#### TASK MATERIAL:
------------------------------

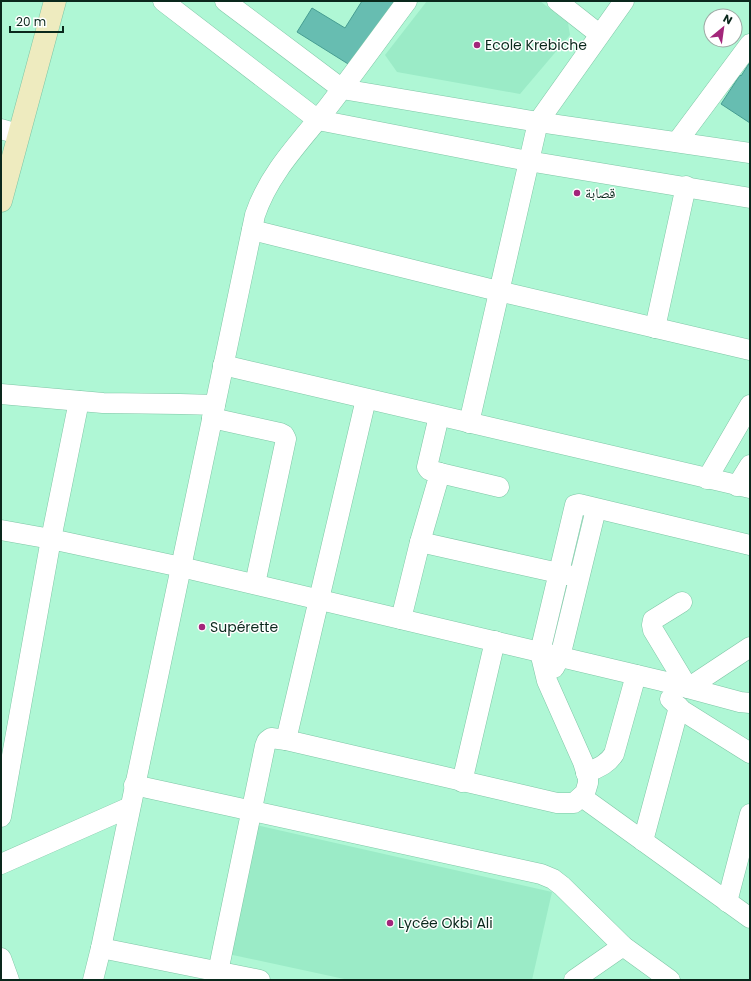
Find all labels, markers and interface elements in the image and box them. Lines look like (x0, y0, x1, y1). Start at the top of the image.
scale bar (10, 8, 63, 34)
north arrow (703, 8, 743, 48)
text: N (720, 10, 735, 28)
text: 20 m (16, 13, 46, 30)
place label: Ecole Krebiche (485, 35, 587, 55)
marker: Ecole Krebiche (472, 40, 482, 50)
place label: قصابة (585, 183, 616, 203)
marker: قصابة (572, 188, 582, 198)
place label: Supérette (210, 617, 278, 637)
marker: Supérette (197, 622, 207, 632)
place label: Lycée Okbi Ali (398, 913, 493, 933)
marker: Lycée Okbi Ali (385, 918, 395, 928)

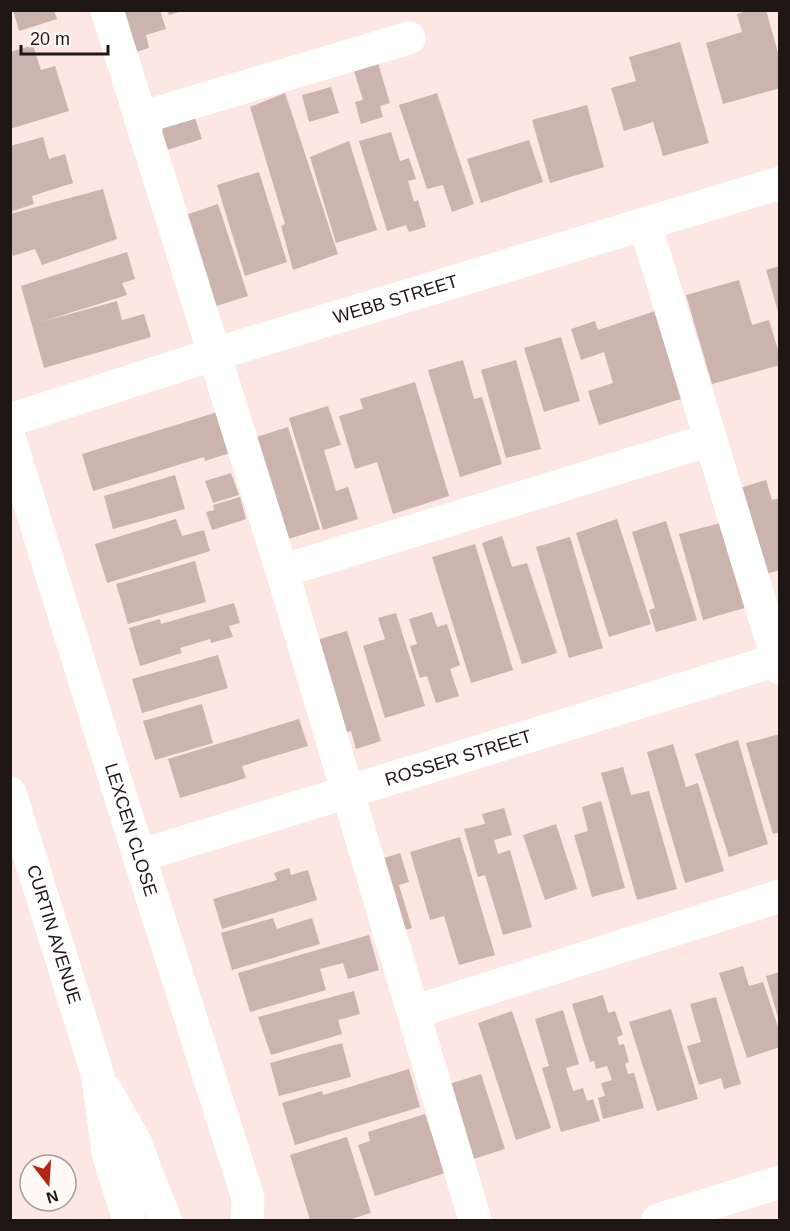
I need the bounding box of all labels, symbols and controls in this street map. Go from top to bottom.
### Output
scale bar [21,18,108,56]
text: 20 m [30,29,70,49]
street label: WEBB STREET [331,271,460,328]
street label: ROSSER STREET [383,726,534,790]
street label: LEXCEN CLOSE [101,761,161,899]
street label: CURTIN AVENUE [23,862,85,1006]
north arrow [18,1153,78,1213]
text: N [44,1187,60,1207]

------------------------------

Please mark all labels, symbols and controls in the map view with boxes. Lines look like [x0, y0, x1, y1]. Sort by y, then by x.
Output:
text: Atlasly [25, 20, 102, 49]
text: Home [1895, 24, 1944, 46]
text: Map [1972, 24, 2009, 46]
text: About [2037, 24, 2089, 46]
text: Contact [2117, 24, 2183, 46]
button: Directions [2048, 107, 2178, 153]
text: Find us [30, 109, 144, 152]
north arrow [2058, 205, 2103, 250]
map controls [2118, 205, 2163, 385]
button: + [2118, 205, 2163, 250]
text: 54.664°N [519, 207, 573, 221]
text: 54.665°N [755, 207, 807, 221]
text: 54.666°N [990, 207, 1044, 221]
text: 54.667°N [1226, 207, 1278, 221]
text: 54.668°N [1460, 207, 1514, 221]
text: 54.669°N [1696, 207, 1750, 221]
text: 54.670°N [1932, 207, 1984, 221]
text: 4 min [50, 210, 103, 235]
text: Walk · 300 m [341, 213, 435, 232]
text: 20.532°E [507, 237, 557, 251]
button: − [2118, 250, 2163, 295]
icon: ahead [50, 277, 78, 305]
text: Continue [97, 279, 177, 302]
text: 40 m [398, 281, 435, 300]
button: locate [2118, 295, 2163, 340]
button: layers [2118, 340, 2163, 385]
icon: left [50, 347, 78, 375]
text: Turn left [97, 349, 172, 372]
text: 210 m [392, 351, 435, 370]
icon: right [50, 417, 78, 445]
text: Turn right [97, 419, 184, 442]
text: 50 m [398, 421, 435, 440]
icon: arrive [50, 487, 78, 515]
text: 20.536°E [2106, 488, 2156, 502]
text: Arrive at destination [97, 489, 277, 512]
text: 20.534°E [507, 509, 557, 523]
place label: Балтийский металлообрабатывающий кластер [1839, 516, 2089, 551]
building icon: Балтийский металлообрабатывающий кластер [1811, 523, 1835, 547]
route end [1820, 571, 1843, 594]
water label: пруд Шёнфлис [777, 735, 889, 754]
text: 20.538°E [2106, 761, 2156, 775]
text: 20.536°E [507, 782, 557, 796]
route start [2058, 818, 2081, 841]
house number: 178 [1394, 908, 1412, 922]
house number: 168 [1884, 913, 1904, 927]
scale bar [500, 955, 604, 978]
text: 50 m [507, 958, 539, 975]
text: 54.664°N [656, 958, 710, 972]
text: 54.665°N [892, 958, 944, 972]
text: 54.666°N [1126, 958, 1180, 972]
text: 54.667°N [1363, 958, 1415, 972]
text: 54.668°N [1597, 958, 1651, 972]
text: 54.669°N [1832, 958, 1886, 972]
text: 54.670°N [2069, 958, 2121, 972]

------------------------------

Starting from the data above, filter for lines with "symbols" and copy each one.

#### SOLVED EXERCISE:
I need the bounding box of all labels, symbols and controls in this street map. Go from top to bottom.
Please mark all labels, symbols and controls in the map view with boxes. Lines look like [x0, y0, x1, y1]. Sort by y, then by x.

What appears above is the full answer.